‘Mary, Mary . . .’ he whispered to her, rejoicing in the sound of her name. But his voice was strange, distant, thick with passion, and his clasping hands could not be certain that they held her. They followed every curve of her body, seeking to know if it were really she. His tongue stumbled on phrases that had never come to him before.

‘Mary, my little one, my beauty! Did I use you rough? Did I hurt you?’

She shook her head and smiled back at him, full of content. She herself, shyly daring, allowed her hands to caress his head, stroking his hair, his ears, his neck. And the light contact of her fingers maddened him, finding strange nerves that had never felt before, awakening new yearnings.

At last she opened her eyes.

‘The lamp’s flaring,’ she said, in a curious, toneless voice. Smiling gently she freed herself from his arms and turned down the wick. He followed her, feeling that she was escaping him. Never again should she escape him. Obedient to his will she came back to him.

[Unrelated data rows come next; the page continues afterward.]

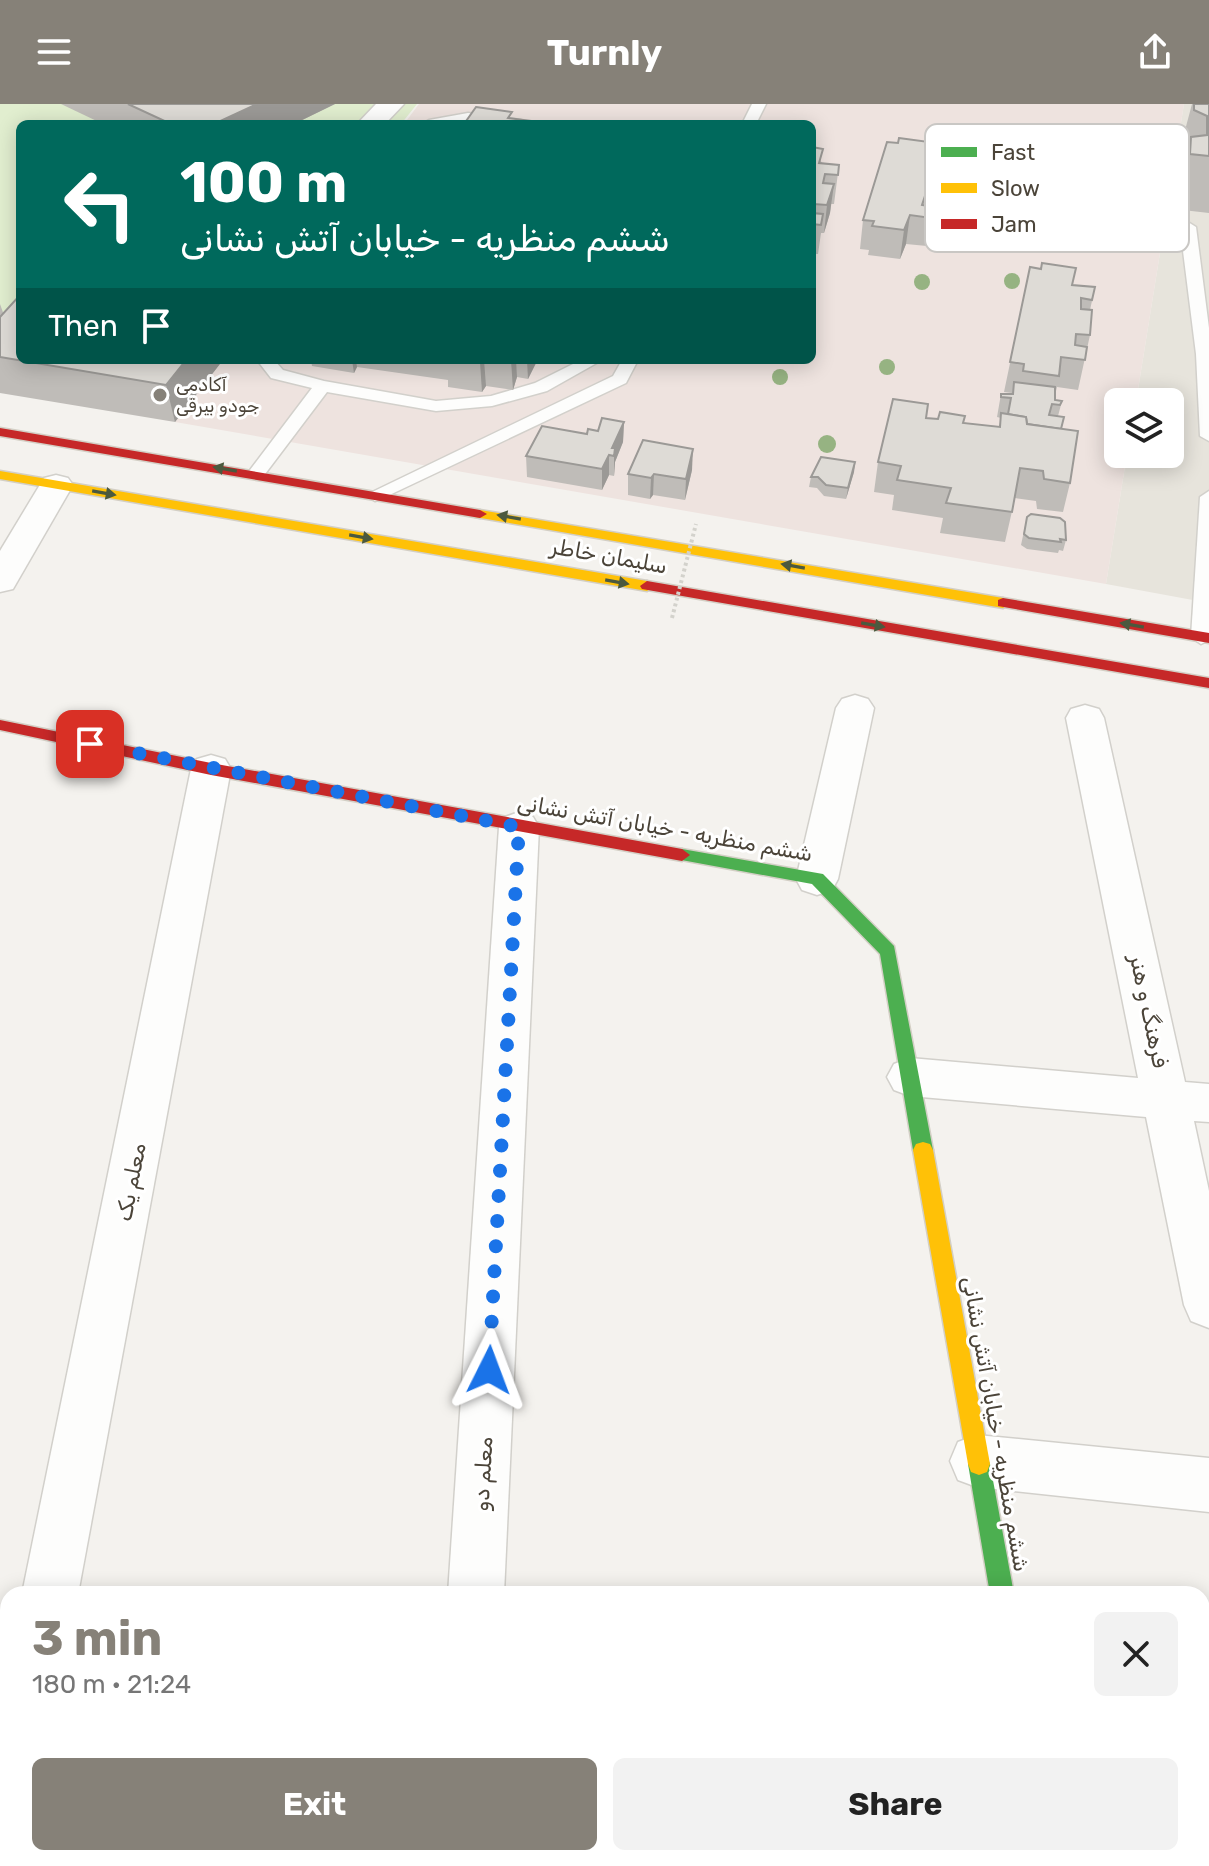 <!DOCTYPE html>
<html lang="en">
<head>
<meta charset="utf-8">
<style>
  body { margin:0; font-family:Rubik,"Noto Sans Arabic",sans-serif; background:#f2f2f2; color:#222; height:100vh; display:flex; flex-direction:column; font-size:30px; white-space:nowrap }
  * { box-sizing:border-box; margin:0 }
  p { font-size:26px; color:#767676 }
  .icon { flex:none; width:44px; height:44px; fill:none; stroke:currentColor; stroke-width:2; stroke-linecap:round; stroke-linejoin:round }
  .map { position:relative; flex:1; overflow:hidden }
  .side { position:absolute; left:0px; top:1482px; width:1210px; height:280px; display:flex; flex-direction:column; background:#fff; border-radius:24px 24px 0 0; box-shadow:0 4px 20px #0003 }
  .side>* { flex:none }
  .top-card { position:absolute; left:16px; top:16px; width:800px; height:244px; border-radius:12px; box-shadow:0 4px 20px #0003; background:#00695c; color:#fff; overflow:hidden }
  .buttons { position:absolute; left:1104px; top:284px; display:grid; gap:16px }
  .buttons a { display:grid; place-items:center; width:80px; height:80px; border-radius:12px; background:#fff; box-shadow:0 4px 20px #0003; font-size:40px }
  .pin { position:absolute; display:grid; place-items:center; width:68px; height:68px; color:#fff; margin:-34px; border-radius:16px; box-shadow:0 4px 12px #0006 }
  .me { position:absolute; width:88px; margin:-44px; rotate:3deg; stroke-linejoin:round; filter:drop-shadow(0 0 6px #0008) }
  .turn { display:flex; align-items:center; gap:28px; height:168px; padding:0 32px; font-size:36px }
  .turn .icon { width:104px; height:104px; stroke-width:2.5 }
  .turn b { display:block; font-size:56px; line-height:68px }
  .then { display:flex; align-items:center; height:76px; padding:0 32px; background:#0003; gap:16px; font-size:30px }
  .round { display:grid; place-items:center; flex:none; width:84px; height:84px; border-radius:12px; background:#f2f2f2 }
  .head { display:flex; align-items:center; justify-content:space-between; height:136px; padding:0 32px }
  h1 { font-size:48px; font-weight:700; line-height:60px; color:#868178 }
  .button { display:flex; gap:16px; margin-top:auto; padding:16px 32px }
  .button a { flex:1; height:92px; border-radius:12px; background:#868178; color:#fff; font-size:32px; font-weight:700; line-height:92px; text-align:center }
  .button a+a { background:#f2f2f2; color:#222 }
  header { display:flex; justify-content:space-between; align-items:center; height:104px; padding:0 32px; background:#868178; color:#fff; font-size:36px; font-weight:700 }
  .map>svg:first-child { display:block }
  .residential { fill:#e7e4dc }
  .medical { fill:#eee3df }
  .green { fill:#e1eecf }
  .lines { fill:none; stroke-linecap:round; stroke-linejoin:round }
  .lane-casing { stroke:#d2d0cb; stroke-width:3 }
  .street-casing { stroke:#d2d0cb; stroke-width:3 }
  .fast-casing { stroke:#d3cfc5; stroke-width:3 }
  .slow-casing { stroke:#d3cfc5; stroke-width:3 }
  .jam-casing { stroke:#d3cfc5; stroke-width:3 }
  .lane { fill:#fdfdfc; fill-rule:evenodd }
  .street { fill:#fdfdfc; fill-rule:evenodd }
  .fast { fill:#4caf50; fill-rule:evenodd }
  .slow { fill:#ffc107; fill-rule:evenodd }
  .jam { fill:#c62828; fill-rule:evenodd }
  .path-bridge { stroke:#d3d2cc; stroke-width:4; stroke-dasharray:3 3; stroke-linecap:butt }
  .tree { fill:#96b382 }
  .wall { fill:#bfbcb8 }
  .shaded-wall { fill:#9b9996 }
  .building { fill:#dedbd6; stroke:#9b9996; stroke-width:2 }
  .oneway { fill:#4b593e }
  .route { stroke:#1a73e8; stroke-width:14; stroke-dasharray:0 25.2 }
  .poi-dot { fill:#868178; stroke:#fff; stroke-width:3 }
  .labels { text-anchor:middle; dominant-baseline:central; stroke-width:6; stroke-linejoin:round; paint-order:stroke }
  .far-poi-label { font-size:18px; fill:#4b4439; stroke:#fff; text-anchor:start }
  .street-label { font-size:22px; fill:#4b4439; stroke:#fff }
  .key { fill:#fff; stroke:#c9c7c4; stroke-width:2 }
  .key-label { font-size:22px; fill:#4b4439 }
</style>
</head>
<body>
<header><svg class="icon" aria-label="menu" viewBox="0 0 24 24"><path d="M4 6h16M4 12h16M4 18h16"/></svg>Turnly<svg class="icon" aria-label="share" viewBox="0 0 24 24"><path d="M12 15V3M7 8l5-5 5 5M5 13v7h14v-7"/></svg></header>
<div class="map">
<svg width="1209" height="1762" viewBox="0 0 1209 1762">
  <rect width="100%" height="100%" fill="#f4f2ee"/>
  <!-- residential -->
  <path class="residential" d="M1184 0H1209V499L1106 480 1127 350H1170V298H1136Z"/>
  <!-- medical -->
  <path class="medical" d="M419 0H1184L1136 298H1118V350H1127L1106 480 175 318 223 256H812V20H404Z"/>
  <!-- green -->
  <path class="green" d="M0 0H417L401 20H20V256L0 289Z"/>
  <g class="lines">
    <!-- lane casing -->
    <g class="lane-casing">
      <g id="lane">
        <path d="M752 0H766L756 20H742Z"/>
        <path d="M468 9 521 16 528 20 468 17 422 20 429 16Z"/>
        <path d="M1188 118 1196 123 1209 224V337L1200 332 1196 250 1180 123Z"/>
        <path d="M257 256H274L283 266 324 277 436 297 491 292 535 279 581 256H602L547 287 492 302 436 307 327 288 262 374 256 375 247 370 312 284 271 274Z"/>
        <path d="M622 256H638L626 279 381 395 375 397 366 391 613 272Z"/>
        <path d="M1209 387V536L1201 540 1191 533 1200 393Z"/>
      </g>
    </g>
    <!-- street casing -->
    <g class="street-casing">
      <g id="street">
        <path d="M376 0H404L385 20H357Z"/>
        <path d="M56 371 68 374 73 381 13 485 0 488V447L44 374Z"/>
        <path d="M855 591 868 595 874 604 838 775 832 786 817 791 802 786 796 775 836 604 842 595Z"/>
        <path d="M1085 601 1099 605 1104 614 1185 978 1209 980V1018L1194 1017 1209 1087V1224L1191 1217 1184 1201 1146 1013 910 992 894 986 887 973 894 960 910 954 1138 974 1066 614 1071 605Z"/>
        <path d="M211 651 225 655 231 665 78 1490H22L191 665 197 655Z"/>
        <path d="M519 708 533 713 539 723 504 1490H448L499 723 505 713Z"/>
        <path d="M977 1331 1209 1354V1408L977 1383 958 1376 950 1357 958 1338Z"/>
        <path d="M8 1674V1754H28L25 1762H0V1678Z"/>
        <path d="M431 1754H493L492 1762H430Z"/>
      </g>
    </g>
    <!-- fast casing -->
    <g class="fast-casing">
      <g id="fast">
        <path d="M682 745 823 770 894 842 933 1046 930 1052 923 1054 916 1052 913 1046 880 850 812 780 676 755 674 751Z"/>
        <path d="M979 1349 987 1352 990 1360 1014 1490H990L968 1360 971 1352Z"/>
        <path d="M1039 1754H1065L1067 1762H1041Z"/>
      </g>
    </g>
    <!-- slow casing -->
    <g class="slow-casing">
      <g id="slow">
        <path d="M0 367 647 477 654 482 647 487 0 375Z"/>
        <path d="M480 406 1003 494 1010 499 1003 504 475 413 473 410Z"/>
        <path d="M923 1038 930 1040 933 1046 990 1360 987 1368 979 1371 971 1368 968 1360 913 1046 916 1040Z"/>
      </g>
    </g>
    <!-- jam casing -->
    <g class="jam-casing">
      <g id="jam">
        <path d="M0 324 480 406 487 410 480 414 0 332Z"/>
        <path d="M647 477 1209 574V584L642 485 640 482Z"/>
        <path d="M1003 494 1209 529V539L998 502V496Z"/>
        <path d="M0 616 211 659 682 745 690 751 682 757 211 671 0 626Z"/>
      </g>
    </g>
    <!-- lane -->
    <use href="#lane" class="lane"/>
    <!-- street -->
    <use href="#street" class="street"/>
    <!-- fast -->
    <use href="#fast" class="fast"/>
    <!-- slow -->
    <use href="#slow" class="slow"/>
    <!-- jam -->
    <use href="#jam" class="jam"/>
    <!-- path-bridge -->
    <path class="path-bridge" d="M672 514 696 420"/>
  </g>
  <!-- trees -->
  <g class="tree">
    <circle cx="1012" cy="177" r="8"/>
    <circle cx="922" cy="178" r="8"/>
    <circle cx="887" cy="263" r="8"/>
    <circle cx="780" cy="273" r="8"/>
    <circle cx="827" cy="340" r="9"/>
  </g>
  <!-- wall -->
  <g class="wall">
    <path d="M61 0H335L294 20H103Z"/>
    <path d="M1192 0H1209V109L1174 105 1176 88 1183 63 1179 61 1180 45Z"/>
    <path d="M1002 28 1031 46 1051 48 1034 135 1013 132 1009 148 979 144 978 138 968 137 973 108Z"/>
    <path d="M812 43 822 59 839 61 834 100H831L830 109 824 129H821L818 150H812Z"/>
    <path d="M927 52 947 54 942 82 937 93 927 142 906 140 900 155 868 151 869 146 860 145 863 116Z"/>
    <path d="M1030 163 1072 181 1095 183 1090 206V231L1078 286 1057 283 1055 291V296L1062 297 1058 312 1070 379 1063 408 1037 405 1036 397 1015 394 1005 438 940 429 943 414 892 406 894 391 874 388 878 358 926 314 999 323 1001 314 997 313 1001 290H1012V289L1004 288Z"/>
    <path d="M0 200 20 256H223L175 318 0 289Z"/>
    <path d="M311 256H537V257L528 275 517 273 513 286 486 282 482 288 448 283V276L357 263 354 269 312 262Z"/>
    <path d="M624 318 623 338 615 358 614 372 609 371 602 386 527 373 526 352Z"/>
    <path d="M855 358 854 368 846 395 824 392 817 384 809 383 811 373Z"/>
    <path d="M692 366 685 396 653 391 650 395 628 391V370Z"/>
    <path d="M1027 413 1066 436 1063 447 1059 446 1058 449 1027 445 1021 441Z"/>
  </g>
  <!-- shaded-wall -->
  <g class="shaded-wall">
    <path d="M257 0H335L294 20H214Z"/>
    <path d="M947 54 942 82 937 93 942 64Z"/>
    <path d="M834 80 830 109 824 129 827 101Z"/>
    <path d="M934 103 930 131 927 142 931 114Z"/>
    <path d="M1019 104 1013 132 1009 148 1015 119Z"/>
    <path d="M910 111 906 140 900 155 904 126Z"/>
    <path d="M186 256H223L175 318 166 281Z"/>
    <path d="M352 256H356L357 263 354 269Z"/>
    <path d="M481 256H484L486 282 482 288 480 258Z"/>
    <path d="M511 256H516L517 273 513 286Z"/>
    <path d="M527 256H537V257L528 275Z"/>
    <path d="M624 318 623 338 615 358 614 372V352L612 344Z"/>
    <path d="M693 345 692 366 685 396 686 375Z"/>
    <path d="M609 351V371L602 386V365Z"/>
    <path d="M855 358 854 368 846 395 848 384Z"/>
    <path d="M654 370 653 391 650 395 651 374Z"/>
  </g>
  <!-- building -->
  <g class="building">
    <path d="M128 0H257L214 20H171Z"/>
    <path d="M1194 0H1209V52L1190 50 1191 33 1207 31V12L1194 6Z"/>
    <path d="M476 3 512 8 508 14 555 20H464Z"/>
    <path d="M899 34 929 38 927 52 947 54 942 64 934 63 932 72 940 73 936 94 925 92 922 101 934 103 931 114 910 111 904 126 872 122 874 117 863 116 887 38 898 39Z"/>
    <path d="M812 43 823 45 819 59 839 61 838 71 825 70 823 79 834 80 827 101 814 100 812 109 823 110 821 121 812 120Z"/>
    <path d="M1042 159 1076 164 1072 181 1095 183 1092 196 1081 194V205L1092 206 1090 231 1076 230 1075 241 1087 243 1085 256 1061 253 1059 272 1023 267 1024 260 1010 258 1030 163 1041 165Z"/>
    <path d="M20 191V256H186L166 281 0 253V213Z"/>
    <path d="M463 256H481L480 258Z"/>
    <path d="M1014 278 1055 283V296L1062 297 1060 301 1052 300 1049 311 1064 313 1061 325 1027 320 1026 313 1008 310 1011 294 1001 293V290H1013Z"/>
    <path d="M893 295 928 300 926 314 938 315 940 308 965 312 963 319 1000 323 1001 309 1026 313 1027 320 1078 327 1070 379 1044 375 1043 367 1020 364 1012 408 946 399 951 384 897 376 901 362 878 358Z"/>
    <path d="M602 314 624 318 612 344H615L614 352 609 351 602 365 526 352 542 322 587 330 588 325 598 327Z"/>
    <path d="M643 336 693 345 686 375 654 370 651 374 628 370Z"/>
    <path d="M821 353 855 358 848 384 826 381 818 373H811Z"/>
    <path d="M1031 410 1060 414 1065 418 1066 436 1060 435 1061 438 1029 434 1024 430 1027 413Z"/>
  </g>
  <!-- one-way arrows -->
  <defs><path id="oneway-solid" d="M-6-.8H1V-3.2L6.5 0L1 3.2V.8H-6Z" transform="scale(2)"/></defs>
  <g class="oneway">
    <use href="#oneway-solid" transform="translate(225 365) rotate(-170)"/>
    <use href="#oneway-solid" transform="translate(104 389) rotate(10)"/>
    <use href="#oneway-solid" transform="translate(509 413) rotate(-170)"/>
    <use href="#oneway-solid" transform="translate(361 433) rotate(10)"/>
    <use href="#oneway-solid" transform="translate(793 462) rotate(-170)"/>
    <use href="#oneway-solid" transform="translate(617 478) rotate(10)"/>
    <use href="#oneway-solid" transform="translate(873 521) rotate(10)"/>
    <use href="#oneway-solid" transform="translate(1132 521) rotate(-170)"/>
  </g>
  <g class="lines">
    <!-- route -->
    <path class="route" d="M90 640 519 723 489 1266"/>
  </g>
  <!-- markers -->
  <circle class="poi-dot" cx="160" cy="291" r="8"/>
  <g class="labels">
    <!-- far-poi labels -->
    <g class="far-poi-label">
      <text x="176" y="281">آکادمی<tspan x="176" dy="21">جودو بیرقی</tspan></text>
    </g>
    <!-- street labels -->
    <g class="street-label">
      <text transform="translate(609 452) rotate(10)">سلیمان خاطر</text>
      <text transform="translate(665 724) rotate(10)">ششم منظریه - خیابان آتش نشانی</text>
      <text transform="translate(1149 907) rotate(78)">فرهنگ و هنر</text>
      <text transform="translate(131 1078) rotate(-79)">معلم یک</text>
      <text transform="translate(996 1320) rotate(80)">ششم منظریه - خیابان آتش نشانی</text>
      <text transform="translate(483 1370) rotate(-87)">معلم دو</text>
    </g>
  </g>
  <!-- legend -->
  <rect x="925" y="20" width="264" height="128" rx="12" class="key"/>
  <rect x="941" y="43" width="36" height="10" fill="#4caf50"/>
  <rect x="941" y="79" width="36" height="10" fill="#ffc107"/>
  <rect x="941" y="115" width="36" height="10" fill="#c62828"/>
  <g class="key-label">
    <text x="991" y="56">Fast</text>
    <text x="991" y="92">Slow</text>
    <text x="991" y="128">Jam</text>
  </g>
</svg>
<div class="buttons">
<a><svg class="icon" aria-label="layers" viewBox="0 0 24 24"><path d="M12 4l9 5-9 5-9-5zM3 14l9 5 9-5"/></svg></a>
</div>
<div class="pin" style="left:90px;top:640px;background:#d93025"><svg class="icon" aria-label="arrive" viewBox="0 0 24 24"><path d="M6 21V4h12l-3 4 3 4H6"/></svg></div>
<svg class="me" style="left:489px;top:1266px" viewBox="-20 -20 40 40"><path d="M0-17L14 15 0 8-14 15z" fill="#1a73e8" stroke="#fff" stroke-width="4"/></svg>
<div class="top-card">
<div class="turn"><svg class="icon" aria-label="left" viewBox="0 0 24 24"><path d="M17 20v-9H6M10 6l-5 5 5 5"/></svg><div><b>100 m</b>ششم منظریه - خیابان آتش نشانی</div></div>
<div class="then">Then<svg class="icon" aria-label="arrive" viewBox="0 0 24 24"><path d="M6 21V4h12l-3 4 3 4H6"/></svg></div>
</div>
<section class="side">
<div class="head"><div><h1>3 min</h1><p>180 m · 21:24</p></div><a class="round"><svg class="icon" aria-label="close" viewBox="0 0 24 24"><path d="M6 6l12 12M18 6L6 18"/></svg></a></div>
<div class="button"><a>Exit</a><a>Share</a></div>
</section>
</div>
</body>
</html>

‘Us bain’t gooin’ to wait for the parson, bin’ us?’ he said, and when she would not answer: ‘Durs’n’t you, wench? We’ve waited above a bit, us two!’

‘There’s the children,’ she said, lowering her eyes. ‘I thought I heard Morgan cry out in his sleep.’

‘Bless them!’ he said. ‘And don’t I love every bone in their bodies as if they was my own?’

‘I know,’ she said. ‘I know. And they’re so fond of you.’

‘It’s because they’m yours,’ he said. ‘So what does it matter?’